MARIO E LUÍZA FORAM AO MOINHO


MARIO DE LUÍZA VÃO AO MOINHO 
Nicéas Romeo Zanchett 
                  Esta é uma historinha tão antiga que se perde na noite do tempo. 
                  Havia uma família de sete irmãos que morava no sul do Brasil. Lá o inverno é muito frio e intenso; e os filhos ajudam os pais nas tarefas do dia-a-dia. 
                   Numa certa manhã, quando a geada ainda cobria os campos e o sol ainda não havia acordado, dois irmãos tiveram a incumbência de ir ao moinho. Por determinação dos pais, eles deveriam levar, cada um, alguns quilos de milho para moer e retornar logo para casa. 
                   A distância era bastante longa e era preciso ir bem agasalhado para não pegar um forte resfriado. O caminho era lindo e distraia as atenções dos irmãozinhos. 
                   Os dois irmãos tremiam de frio, mas como as sacolas não eram lá muito leves, e ambos caminhavam depressa, o exercício ajudava-os a aquecer o corpo.  Mas, como ainda era bem cedo, havia muita geada no caminho e era preciso tomar cuidado para não escorregar.
                   Depois de algum tempo, chegaram ao moinho, e ali havia muitos passarinhos que moravam nas florestas próximas; pareciam procurar alguma coisa para comer. Como nada encontravam, piavam de frio e fome.  
                    Ao verem Luíza com o saco de milho, olharam-na com certa tristeza; como se tivessem pedindo ajuda. A boa menina não se conteve de dó e resolveu ajudá-los. 
                    -Coitadinhos, Mário! Estou com vontade de jogar um pouco desse milho para eles. E sem dizer mais nada, atirou vários punhados de grãos, que logo foram recebidos com gratidão. 
                    - Que você está fazendo, Luíza? disse Mário. E  como ficará a farinha de nossa família?  Vai voltar para casa sem farinha e mamãe não vai gostar do que você fez. 

                    Mas Luíza estava feliz e satisfeita vendo aqueles passarinhos famintos se fartando com seus grãos. Eles pulavam alegremente, pipilando e comendo as sementes com voracidade. 
                    Muito feliz por ter praticado um bem, Luíza entregou o restante de seus grãos ao moleiro, já conformada com a ideia de que levaria pouca farinha para casa. Mas nem se preocupava com o castigo que poderia receber  pelo que fizera.
                    Mas, quando o moleiro voltou com os sacos de farinha para lhes entregar, qual não foi a surpresa  que tiveram; o saco de Luíza estava bem mais cheio que o de Mário. 

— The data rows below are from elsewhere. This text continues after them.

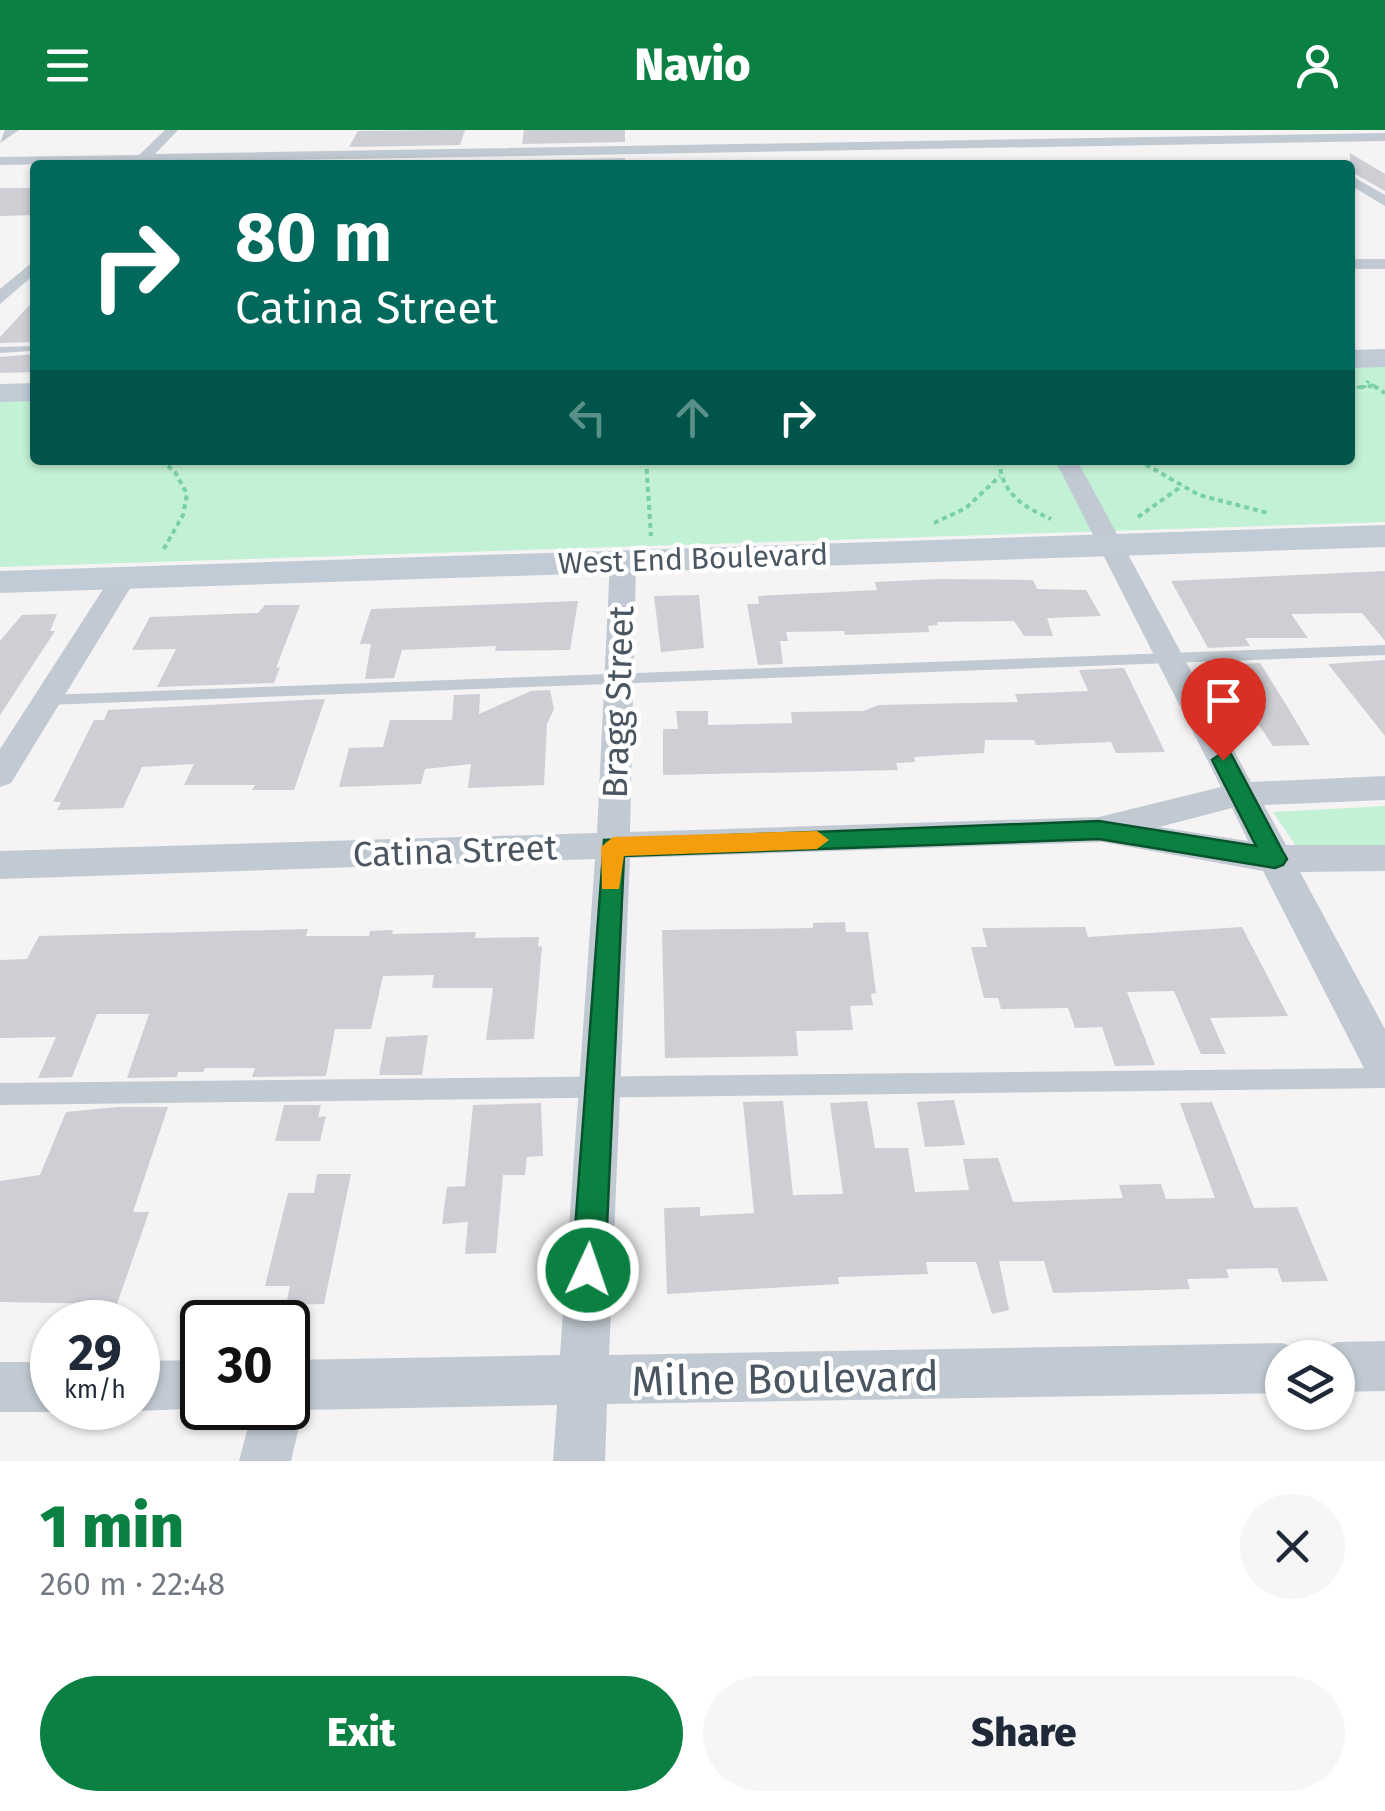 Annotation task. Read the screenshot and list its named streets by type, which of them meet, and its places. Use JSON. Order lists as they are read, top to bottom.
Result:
{
  "streets": {
    "main road": ["West End Boulevard"],
    "street": ["Bragg Street", "Catina Street", "Milne Boulevard"]
  },
  "crossings": [
    ["West End Boulevard", "Bragg Street"],
    ["Bragg Street", "Catina Street"],
    ["Bragg Street", "Milne Boulevard"]
  ],
  "page": {
    "header": "Navio",
    "turn": ["80 m", "Catina Street"],
    "speed": "29 km/h",
    "limit": "30",
    "heading": ["1 min", "260 m · 22:48"],
    "buttons": ["Exit", "Share"]
  }
} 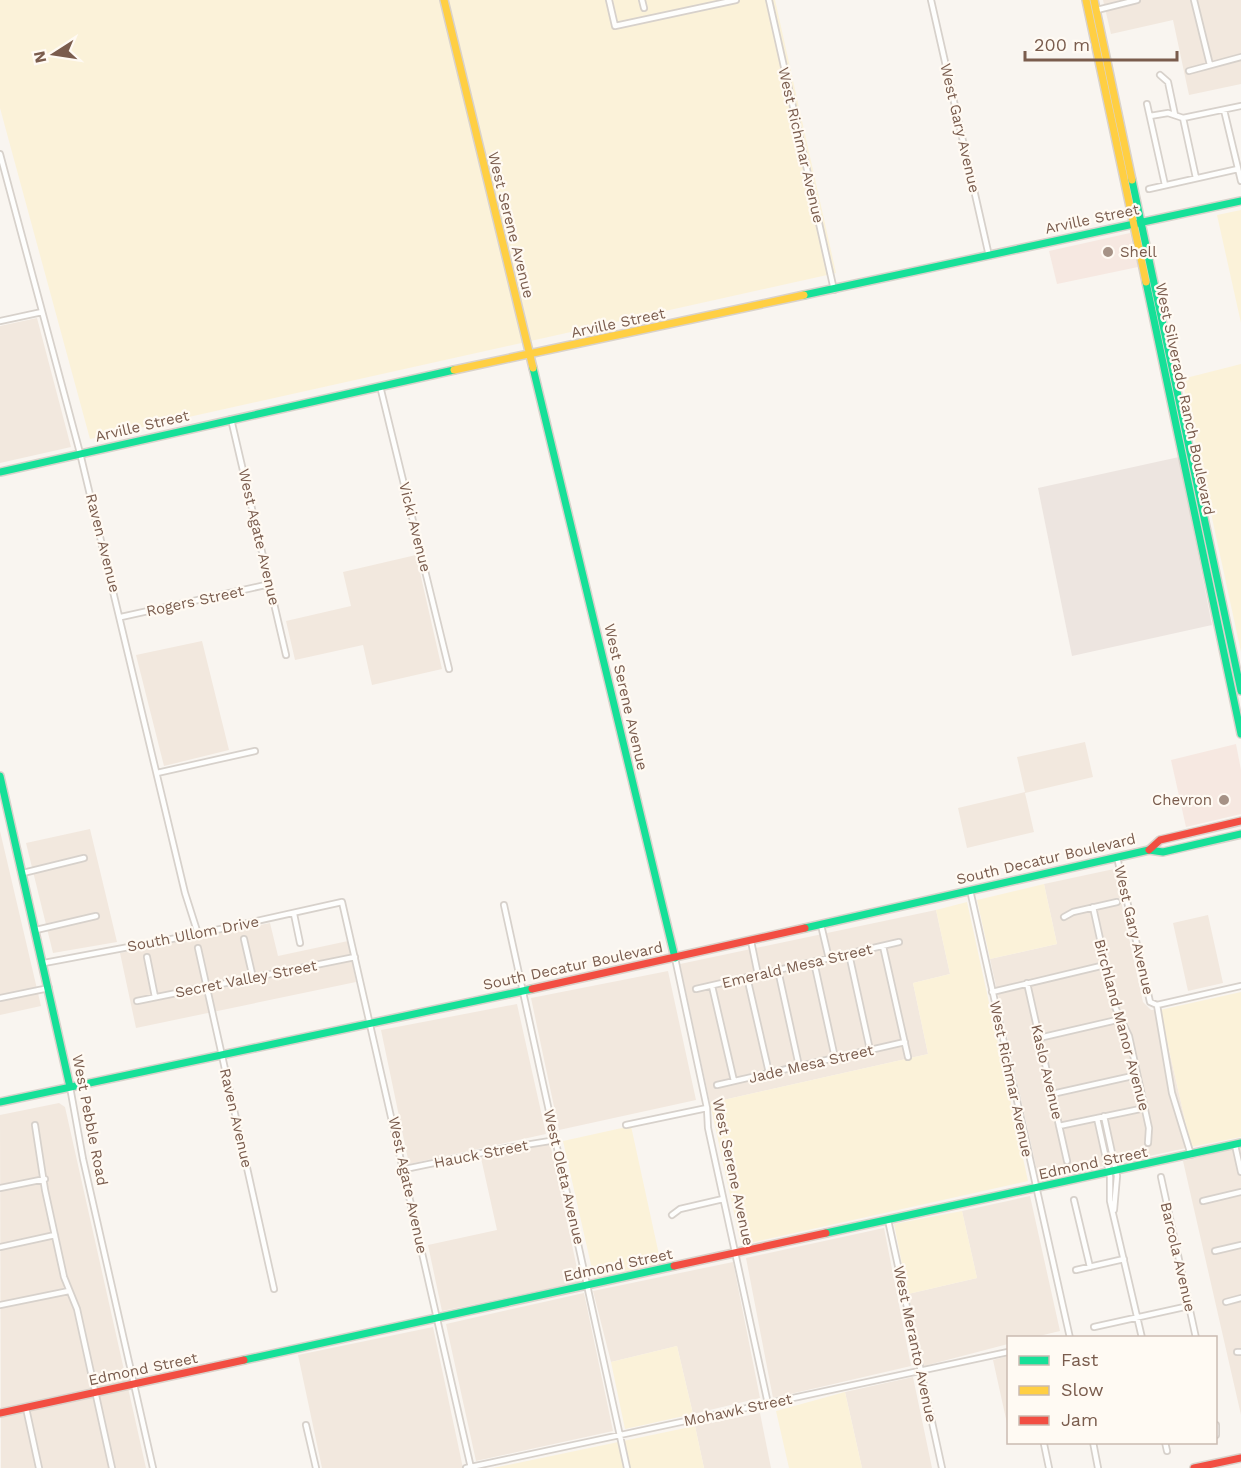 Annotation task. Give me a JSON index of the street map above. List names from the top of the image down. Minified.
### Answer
{"streets":{"street":["West Gary Avenue","West Richmar Avenue","Arville Street","West Serene Avenue","West Silverado Ranch Boulevard","Vicki Avenue","West Agate Avenue","Raven Avenue","Rogers Street","South Decatur Boulevard","South Ullom Drive","Emerald Mesa Street","Secret Valley Street","Birchland Manor Avenue","Jade Mesa Street","Kaslo Avenue","West Pebble Road","Hauck Street","Edmond Street","West Oleta Avenue","Barcola Avenue","West Meranto Avenue","Mohawk Street"]},"crossings":[["West Gary Avenue","Arville Street"],["West Gary Avenue","South Decatur Boulevard"],["West Gary Avenue","Edmond Street"],["West Richmar Avenue","Arville Street"],["West Richmar Avenue","South Decatur Boulevard"],["West Richmar Avenue","Edmond Street"],["Arville Street","West Serene Avenue"],["Arville Street","West Silverado Ranch Boulevard"],["Arville Street","Vicki Avenue"],["Arville Street","West Agate Avenue"],["Arville Street","Raven Avenue"],["West Serene Avenue","South Decatur Boulevard"],["West Serene Avenue","Edmond Street"],["West Serene Avenue","Mohawk Street"],["West Agate Avenue","Rogers Street"],["West Agate Avenue","South Decatur Boulevard"],["West Agate Avenue","South Ullom Drive"],["West Agate Avenue","Secret Valley Street"],["West Agate Avenue","Hauck Street"],["West Agate Avenue","Edmond Street"],["West Agate Avenue","Mohawk Street"],["Raven Avenue","Rogers Street"],["Raven Avenue","South Decatur Boulevard"],["Raven Avenue","South Ullom Drive"],["Raven Avenue","Secret Valley Street"],["South Decatur Boulevard","West Pebble Road"],["South Decatur Boulevard","West Oleta Avenue"],["South Ullom Drive","West Pebble Road"],["West Pebble Road","Edmond Street"],["Hauck Street","West Oleta Avenue"],["Edmond Street","West Oleta Avenue"],["Edmond Street","West Meranto Avenue"],["West Oleta Avenue","Mohawk Street"],["West Meranto Avenue","Mohawk Street"]],"places":["Shell","Chevron"],"legend":["Fast","Slow","Jam"],"scale_bar":"200 m","north":"left"} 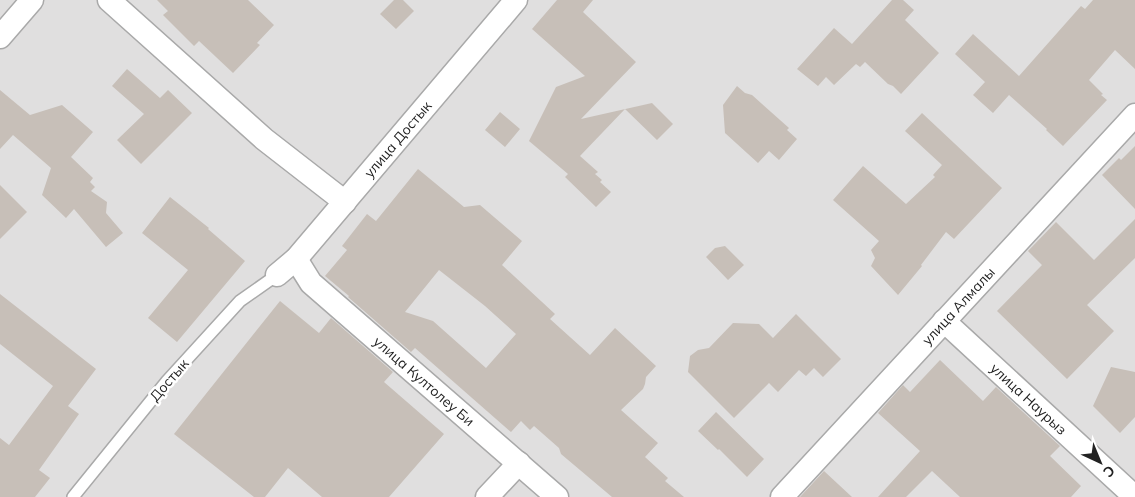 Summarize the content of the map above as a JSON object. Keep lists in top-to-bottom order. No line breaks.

                    Vendo o espanto dos irmãos, o moleiro explicou: 
                    - Não fiquem pensando que me enganei! Está tudo muito certo: o saquinho mais leve, mais vazio, e do Mário..., e continuou, não poderia deixar de premiar, com uma porção extra de farinha, esta boa menina que socorreu os passarinhos famintos. Pus no saquinho que ela levará, não um nem dois, mas dez bons punhados a mais da minha farinha. Sabem o que aconteceu comigo ao ver a boa ação desta menina? O bom Deus tocou meu coração e então decidi compensar o sacrifício de Luíza; e tem mais, a partir de hoje eu mesmo irei alimentar esses pobres passarinhos que aqui vem pedir alimento.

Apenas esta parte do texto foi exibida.